As in the past, the military occupation of Haiti is part of a larger plan to keep the region under U.S. dominion. Haiti shares the Windward Passage with Cuba, a strait that has great importance for the U.S., and the island of Hispaniola with the Dominican Republic.
In the early 1990s, Haiti’s election of Aristide under a populist platform gave hope to millions of people at a time when most governments in the region were implementing neoliberal policies.
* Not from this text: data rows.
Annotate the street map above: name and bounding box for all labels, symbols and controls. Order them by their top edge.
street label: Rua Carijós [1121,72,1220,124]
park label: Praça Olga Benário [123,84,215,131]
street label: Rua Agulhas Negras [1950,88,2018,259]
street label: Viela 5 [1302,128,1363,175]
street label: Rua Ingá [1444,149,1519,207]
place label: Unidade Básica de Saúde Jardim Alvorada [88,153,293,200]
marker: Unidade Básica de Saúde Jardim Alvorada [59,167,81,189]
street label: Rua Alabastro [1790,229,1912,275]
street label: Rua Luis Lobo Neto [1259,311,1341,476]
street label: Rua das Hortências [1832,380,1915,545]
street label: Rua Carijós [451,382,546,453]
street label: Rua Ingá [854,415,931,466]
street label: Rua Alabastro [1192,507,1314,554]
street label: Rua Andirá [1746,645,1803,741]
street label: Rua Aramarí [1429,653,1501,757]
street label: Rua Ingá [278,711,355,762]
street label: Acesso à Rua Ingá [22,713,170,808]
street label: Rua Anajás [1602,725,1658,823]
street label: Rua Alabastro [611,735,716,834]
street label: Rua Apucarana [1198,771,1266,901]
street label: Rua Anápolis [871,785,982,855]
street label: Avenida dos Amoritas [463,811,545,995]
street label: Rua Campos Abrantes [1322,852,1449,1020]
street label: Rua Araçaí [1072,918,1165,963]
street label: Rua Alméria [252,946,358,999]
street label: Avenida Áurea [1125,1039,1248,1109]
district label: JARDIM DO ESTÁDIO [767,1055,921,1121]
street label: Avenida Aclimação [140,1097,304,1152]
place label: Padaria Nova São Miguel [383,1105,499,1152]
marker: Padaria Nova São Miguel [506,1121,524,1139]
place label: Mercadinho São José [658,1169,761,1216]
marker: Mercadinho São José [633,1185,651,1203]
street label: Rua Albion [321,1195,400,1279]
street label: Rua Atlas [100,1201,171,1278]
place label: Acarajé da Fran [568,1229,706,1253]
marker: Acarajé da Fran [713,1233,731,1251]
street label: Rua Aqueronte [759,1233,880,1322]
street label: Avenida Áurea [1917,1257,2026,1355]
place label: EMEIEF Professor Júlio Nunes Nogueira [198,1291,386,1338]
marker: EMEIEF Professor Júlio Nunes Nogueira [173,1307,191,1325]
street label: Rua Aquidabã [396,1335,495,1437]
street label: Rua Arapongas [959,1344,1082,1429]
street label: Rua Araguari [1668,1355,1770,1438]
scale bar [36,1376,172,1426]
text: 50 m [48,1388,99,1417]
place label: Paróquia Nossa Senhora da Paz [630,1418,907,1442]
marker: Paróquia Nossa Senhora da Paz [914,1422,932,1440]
A series of U.S.-backed regimes and interventions to derail the movement for change followed.
The 2004 coup against Aristide and the subsequent military occupation legitimized the Bush administration’s “regime change” doctrine in the region, making Venezuela and Bolivia future targets of U.S. intervention.
Solidarity with the Haitian people should be part of a broader anti-imperialism that calls for an end to the wars in Afghanistan, Iraq and Palestine as well as an immediate withdrawal of the UN from Haiti and elsewhere.
At the same time, activists must point out Aristide’s role in accepting neoliberal policies that impoverished the poor, while supporting ordinary people’s struggles to return him to complete his term. Demanding immediate cancellation of Haiti’s foreign debt is also important, because it could free up needed resources to feed people.
In the long term, however, it will take the unity of workers and peasants in the entire region to free Haiti from the yoke of foreign intervention and exploitation.